• **WORK REQUEST**
Filter these entries so that only lines with the word "service" remain.

_ _ _ _ _ _ _

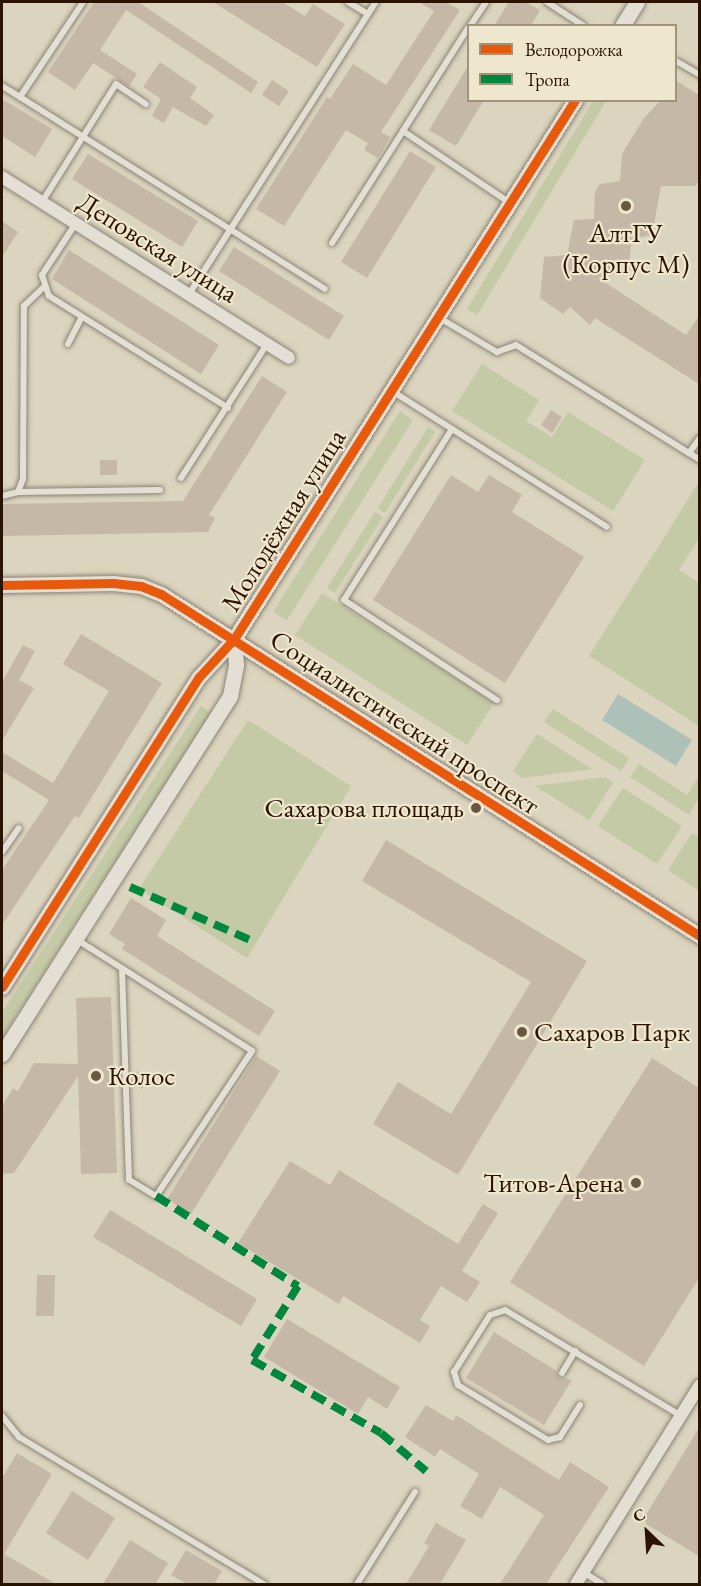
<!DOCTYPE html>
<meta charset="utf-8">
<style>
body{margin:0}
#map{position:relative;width:701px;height:1586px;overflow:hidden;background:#dbd4be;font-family:"EB Garamond",serif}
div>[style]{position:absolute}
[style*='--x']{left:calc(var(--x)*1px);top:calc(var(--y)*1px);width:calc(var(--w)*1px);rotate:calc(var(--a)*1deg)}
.green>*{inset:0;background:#c3caa5}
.water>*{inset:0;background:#adc1b8}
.building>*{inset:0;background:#c6b8a7}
.roads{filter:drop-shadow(0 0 2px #8b8476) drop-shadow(0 0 2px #8b8476)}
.service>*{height:6px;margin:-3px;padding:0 3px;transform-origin:3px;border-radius:3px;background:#e3dfd4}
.minor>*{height:12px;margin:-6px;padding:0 6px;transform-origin:6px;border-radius:6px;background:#e3dfd4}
.tertiary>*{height:15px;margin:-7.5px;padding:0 7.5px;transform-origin:7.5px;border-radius:7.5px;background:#e3dfd4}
.quiet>*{height:8px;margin-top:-4px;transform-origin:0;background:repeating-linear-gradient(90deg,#00873e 0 15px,transparent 0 23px)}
.cycleway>*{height:9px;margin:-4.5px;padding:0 4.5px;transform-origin:4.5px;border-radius:4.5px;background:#e8590c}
.dots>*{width:16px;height:16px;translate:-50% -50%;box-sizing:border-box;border:3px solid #efe7cd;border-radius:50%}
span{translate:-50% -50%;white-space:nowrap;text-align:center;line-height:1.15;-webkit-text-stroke:4.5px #efe7cd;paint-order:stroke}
.poi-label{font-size:27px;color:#2a1300}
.right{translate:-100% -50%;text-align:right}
.left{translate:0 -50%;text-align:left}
.street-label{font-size:27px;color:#2a1300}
.frame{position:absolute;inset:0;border:3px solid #2a1300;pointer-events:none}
.legend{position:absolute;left:467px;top:24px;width:210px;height:78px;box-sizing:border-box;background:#efe7cd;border:2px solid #a0927b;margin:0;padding:8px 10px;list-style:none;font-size:18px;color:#2a1300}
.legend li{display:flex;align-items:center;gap:12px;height:30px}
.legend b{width:30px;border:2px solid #a0927b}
.north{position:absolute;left:617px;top:1502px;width:60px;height:60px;-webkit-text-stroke:4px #efe7cd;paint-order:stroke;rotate:335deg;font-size:16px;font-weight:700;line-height:24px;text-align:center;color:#2a1300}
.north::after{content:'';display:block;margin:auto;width:21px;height:27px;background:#2a1300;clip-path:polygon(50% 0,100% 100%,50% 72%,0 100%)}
</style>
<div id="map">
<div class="green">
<div style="clip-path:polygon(593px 101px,606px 101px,477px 315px,467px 309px)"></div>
<div style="clip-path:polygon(482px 364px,539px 400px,526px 421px,552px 437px,568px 412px,645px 460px,613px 511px,452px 411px)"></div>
<div style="clip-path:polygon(400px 411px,413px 420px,287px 620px,273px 612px)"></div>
<div style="clip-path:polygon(428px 427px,435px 432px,385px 513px,378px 508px)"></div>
<div style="clip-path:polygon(699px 482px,699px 538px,679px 570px,699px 583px,699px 726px,589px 656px)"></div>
<div style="clip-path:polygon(375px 512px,383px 517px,335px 593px,327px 588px)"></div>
<div style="clip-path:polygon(322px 593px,494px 703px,467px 745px,295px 635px)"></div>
<div style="clip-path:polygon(201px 706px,210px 713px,2px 1038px,2px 1012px)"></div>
<div style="clip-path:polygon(553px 709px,629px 758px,621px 771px,544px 722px)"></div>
<div style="clip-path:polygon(248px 720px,351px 786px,247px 958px,139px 889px)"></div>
<div style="clip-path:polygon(537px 734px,592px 769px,522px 778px,513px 771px)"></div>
<div style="clip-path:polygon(639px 764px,687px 795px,699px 776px,699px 798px,689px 815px,630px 777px)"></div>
<div style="clip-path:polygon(605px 777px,613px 783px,589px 820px,535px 786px)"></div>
<div style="clip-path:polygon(623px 788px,682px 826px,657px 864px,598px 826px)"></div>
<div style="clip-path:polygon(692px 833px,699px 837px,699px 891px,668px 870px)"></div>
</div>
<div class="water">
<div style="clip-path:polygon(618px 694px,692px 740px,676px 766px,602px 720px)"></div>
</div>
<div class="building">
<div style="clip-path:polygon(94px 2px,138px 2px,258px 82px,251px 93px,126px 10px,100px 50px,137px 74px,129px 86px,93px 63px,75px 90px,48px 72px)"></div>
<div style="clip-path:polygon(213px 2px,282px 2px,305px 16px,313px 4px,345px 24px,317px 67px)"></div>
<div style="clip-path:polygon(419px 2px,446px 2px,460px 10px,381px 132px,390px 137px,378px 158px,364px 150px,368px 143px,346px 130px,284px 226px,256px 209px,327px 97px,330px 99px,353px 64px,386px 85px,434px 11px)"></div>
<div style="clip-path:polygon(509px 2px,526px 2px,540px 10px,531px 26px,494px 26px)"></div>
<div style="clip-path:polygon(160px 62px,197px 87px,190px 98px,214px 115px,206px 126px,173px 107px,164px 123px,152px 116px,161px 99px,143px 87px)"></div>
<div style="clip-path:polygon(468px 66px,468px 100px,484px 100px,456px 146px,429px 130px)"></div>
<div style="clip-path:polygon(272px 80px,289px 91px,279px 106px,262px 95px)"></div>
<div style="clip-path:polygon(675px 80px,699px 95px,699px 181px,695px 186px,661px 186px,652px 235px,632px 239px,628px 271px,598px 278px,686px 335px,699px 316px,699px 384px,595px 318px,590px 325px,570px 307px,563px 314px,540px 298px,544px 257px,567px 255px,574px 220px,594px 219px,595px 192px,600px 184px,620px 181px,622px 154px,644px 118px,661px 100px,675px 100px)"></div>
<div style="clip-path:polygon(2px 99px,52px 129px,35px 157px,2px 136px)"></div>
<div style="clip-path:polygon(410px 151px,436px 167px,367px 278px,341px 262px)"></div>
<div style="clip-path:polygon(88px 154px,198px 221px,182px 247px,72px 179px)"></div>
<div style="clip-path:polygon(2px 221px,18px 232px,2px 257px)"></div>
<div style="clip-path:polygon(234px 247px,344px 316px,329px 340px,219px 271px)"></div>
<div style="clip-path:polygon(69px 250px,219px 345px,201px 374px,52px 279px)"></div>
<div style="clip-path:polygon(262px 376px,287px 392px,209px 515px,215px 518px,208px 532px,2px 536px,2px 504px,183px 501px)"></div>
<div style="clip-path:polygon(551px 410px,562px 417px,552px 433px,541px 425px)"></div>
<div style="clip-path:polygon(100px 460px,117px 460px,117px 475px,100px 475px)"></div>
<div style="clip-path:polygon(451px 475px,478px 492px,489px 475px,522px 495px,512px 512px,584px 557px,505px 683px,373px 600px)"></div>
<div style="clip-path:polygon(81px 634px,162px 683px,79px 818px,75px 816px,2px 925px,2px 870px,49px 800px,2px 771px,2px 752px,53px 783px,109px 691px,63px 664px)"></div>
<div style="clip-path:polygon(23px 645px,35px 651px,19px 680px,34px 688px,2px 741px,2px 682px)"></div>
<div style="clip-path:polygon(386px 840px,587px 961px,458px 1175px,373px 1124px,398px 1082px,451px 1114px,531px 982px,362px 881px)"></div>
<div style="clip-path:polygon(131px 898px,166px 920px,157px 936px,275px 1011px,259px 1036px,122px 949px,125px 944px,109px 934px)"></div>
<div style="clip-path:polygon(111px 997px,117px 1173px,81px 1174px,78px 1076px,14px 1173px,2px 1174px,2px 1106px,13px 1088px,18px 1091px,34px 1063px,78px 1064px,76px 998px)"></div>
<div style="clip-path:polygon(256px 1056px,280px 1071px,191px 1214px,167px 1199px)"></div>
<div style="clip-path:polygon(652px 1058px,699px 1088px,699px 1278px,644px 1366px,510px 1282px)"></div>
<div style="clip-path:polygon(138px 1071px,149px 1078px,142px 1089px,131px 1082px)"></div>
<div style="clip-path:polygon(290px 1161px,330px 1185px,339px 1170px,458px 1244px,483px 1204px,498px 1213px,462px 1271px,480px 1282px,467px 1302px,441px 1286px,420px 1320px,430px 1326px,420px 1343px,343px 1296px,339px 1304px,238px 1243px)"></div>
<div style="clip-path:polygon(110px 1210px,257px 1299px,241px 1326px,93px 1237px)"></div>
<div style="clip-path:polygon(37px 1275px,55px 1275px,54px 1316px,36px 1316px)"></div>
<div style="clip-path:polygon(287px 1319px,400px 1387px,387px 1409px,368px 1397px,358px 1414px,264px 1357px)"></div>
<div style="clip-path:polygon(494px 1332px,557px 1371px,559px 1377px,572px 1380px,544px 1425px,466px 1378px)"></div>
<div style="clip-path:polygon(426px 1405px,453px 1421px,456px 1415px,559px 1480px,570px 1462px,609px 1487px,546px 1584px,500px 1584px,544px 1515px,500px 1487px,482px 1519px,460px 1506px,479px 1474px,440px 1449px,435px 1457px,405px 1437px)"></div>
<div style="clip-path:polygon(699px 1428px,699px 1556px,646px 1524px,644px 1518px)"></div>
<div style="clip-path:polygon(17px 1453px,52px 1474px,4px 1554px,56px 1584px,2px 1584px,2px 1478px)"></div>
<div style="clip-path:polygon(72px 1491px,115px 1518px,88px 1560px,46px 1533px)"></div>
<div style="clip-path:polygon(436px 1523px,466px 1540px,440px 1584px,406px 1584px,429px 1546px,424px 1543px)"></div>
<div style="clip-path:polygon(130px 1540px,168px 1563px,155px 1584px,103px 1584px)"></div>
<div style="clip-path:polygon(186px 1550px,222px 1571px,214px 1584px,187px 1584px,171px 1575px)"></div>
</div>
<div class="roads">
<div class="service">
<div style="--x:348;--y:2;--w:23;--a:31"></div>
<div style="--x:547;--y:2;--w:44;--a:33"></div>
<div style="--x:470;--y:26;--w:29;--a:-56"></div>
<div style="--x:468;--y:28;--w:122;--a:122.3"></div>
<div style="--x:403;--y:131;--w:129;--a:33.9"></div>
<div style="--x:676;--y:61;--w:28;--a:30"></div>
<div style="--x:2;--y:86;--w:21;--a:31"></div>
<div style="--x:20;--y:97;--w:114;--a:-56.4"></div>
<div style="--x:20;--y:97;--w:360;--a:32.2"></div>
<div style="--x:42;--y:202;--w:139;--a:-57.9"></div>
<div style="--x:116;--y:84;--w:36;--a:34"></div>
<div style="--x:76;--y:223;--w:62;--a:123.2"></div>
<div style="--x:42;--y:275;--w:22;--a:72"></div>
<div style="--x:49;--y:296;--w:211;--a:32"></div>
<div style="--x:332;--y:243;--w:133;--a:-57.6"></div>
<div style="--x:189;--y:294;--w:347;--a:-57.4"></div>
<div style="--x:438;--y:317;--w:69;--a:30.7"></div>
<div style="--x:497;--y:352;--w:20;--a:-20"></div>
<div style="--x:516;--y:345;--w:204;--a:32"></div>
<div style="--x:689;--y:453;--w:19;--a:-54"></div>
<div style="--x:68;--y:344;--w:30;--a:-63"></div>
<div style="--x:392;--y:391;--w:254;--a:32.3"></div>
<div style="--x:452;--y:429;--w:202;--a:122.3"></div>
<div style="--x:344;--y:600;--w:183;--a:33.2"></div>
<div style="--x:689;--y:453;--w:13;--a:32"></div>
<div style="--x:181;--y:478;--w:159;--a:-57.3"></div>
<div style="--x:18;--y:492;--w:142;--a:-0.8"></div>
<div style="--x:2;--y:496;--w:16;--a:-14"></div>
<div style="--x:18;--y:492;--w:14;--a:-69"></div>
<div style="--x:23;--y:479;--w:173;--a:-89.7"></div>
<div style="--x:24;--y:306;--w:28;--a:-44"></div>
<div style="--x:2;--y:852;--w:29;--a:-55"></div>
<div style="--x:76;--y:939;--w:17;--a:33"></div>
<div style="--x:90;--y:948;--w:192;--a:32.4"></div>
<div style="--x:252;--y:1051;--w:174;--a:123.5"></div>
<div style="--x:156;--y:1196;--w:31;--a:-149"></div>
<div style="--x:129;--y:1180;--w:212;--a:-91.9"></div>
<div style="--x:562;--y:1373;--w:26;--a:-59"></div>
<div style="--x:580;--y:1405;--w:38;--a:122"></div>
<div style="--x:560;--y:1437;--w:12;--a:166"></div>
<div style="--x:548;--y:1440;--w:105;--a:-148.6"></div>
<div style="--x:458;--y:1385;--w:14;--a:-107"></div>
<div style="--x:454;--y:1372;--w:67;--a:-57.7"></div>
<div style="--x:490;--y:1315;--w:16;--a:-18"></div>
<div style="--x:505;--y:1310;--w:204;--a:31"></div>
<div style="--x:2;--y:1416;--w:27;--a:51"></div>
<div style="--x:19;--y:1437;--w:286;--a:31"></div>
<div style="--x:583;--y:1572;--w:22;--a:32"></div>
<div style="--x:357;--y:1584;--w:109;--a:-57.8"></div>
</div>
<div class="minor">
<div style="--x:2;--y:177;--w:339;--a:32.2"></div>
<div style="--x:576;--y:1584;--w:234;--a:-58.1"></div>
</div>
<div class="tertiary">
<div style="--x:622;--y:26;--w:28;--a:-58"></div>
<div style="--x:2;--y:585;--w:111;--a:-1"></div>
<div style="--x:113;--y:583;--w:28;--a:6"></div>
<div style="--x:141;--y:586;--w:22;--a:22"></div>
<div style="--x:161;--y:594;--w:638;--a:32.4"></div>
<div style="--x:2;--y:987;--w:367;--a:-57.6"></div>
<div style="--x:199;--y:677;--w:52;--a:-47.4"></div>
<div style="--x:234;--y:639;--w:638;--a:-57.68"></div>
<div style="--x:2;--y:1054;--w:424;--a:-57.5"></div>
<div style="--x:230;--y:696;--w:32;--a:-79"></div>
<div style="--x:236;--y:665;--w:26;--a:-94"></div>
</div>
</div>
<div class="quiet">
<div style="--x:130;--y:887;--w:131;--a:23.8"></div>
<div style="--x:156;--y:1196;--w:168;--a:32.4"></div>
<div style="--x:298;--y:1286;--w:87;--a:121.9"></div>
<div style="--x:252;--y:1360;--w:148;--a:29.5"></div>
<div style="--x:381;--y:1433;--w:59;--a:40.2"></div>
</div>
<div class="cycleway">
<div style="--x:2;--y:585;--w:111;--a:-1"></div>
<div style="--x:113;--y:583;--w:28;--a:6"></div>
<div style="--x:141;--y:586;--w:22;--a:22"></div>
<div style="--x:161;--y:594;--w:638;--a:32.4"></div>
<div style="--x:2;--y:987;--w:367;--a:-57.6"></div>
<div style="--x:199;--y:677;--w:52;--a:-47.4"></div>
<div style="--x:234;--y:639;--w:638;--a:-57.68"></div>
</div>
<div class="dots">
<div style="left:626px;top:206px;background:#685742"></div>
<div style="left:476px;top:808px;background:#685742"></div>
<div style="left:522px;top:1032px;background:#685742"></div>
<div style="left:96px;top:1076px;background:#685742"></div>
<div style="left:636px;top:1183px;background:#685742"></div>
</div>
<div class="poi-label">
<span style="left:626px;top:248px">АлтГУ<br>(Корпус М)</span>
<span class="right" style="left:464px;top:808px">Сахарова площадь</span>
<span class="left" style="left:534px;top:1032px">Сахаров Парк</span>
<span class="left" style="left:108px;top:1076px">Колос</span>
<span class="right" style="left:624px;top:1183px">Титов-Арена</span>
</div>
<div class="street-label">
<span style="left:158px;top:247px;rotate:32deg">Деповская улица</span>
<span style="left:283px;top:520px;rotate:-58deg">Молодёжная улица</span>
<span style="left:405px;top:722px;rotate:33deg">Социалистический проспект</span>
</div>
<div class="frame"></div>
<ul class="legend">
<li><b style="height:8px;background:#e8590c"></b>Велодорожка</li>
<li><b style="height:8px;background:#00873e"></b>Тропа</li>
</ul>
<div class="north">С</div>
</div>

_ _ _ _ _ _ _

• **SOLVED EXERCISE**
.service>*{height:6px;margin:-3px;padding:0 3px;transform-origin:3px;border-radius:3px;background:#e3dfd4}
<div class="service">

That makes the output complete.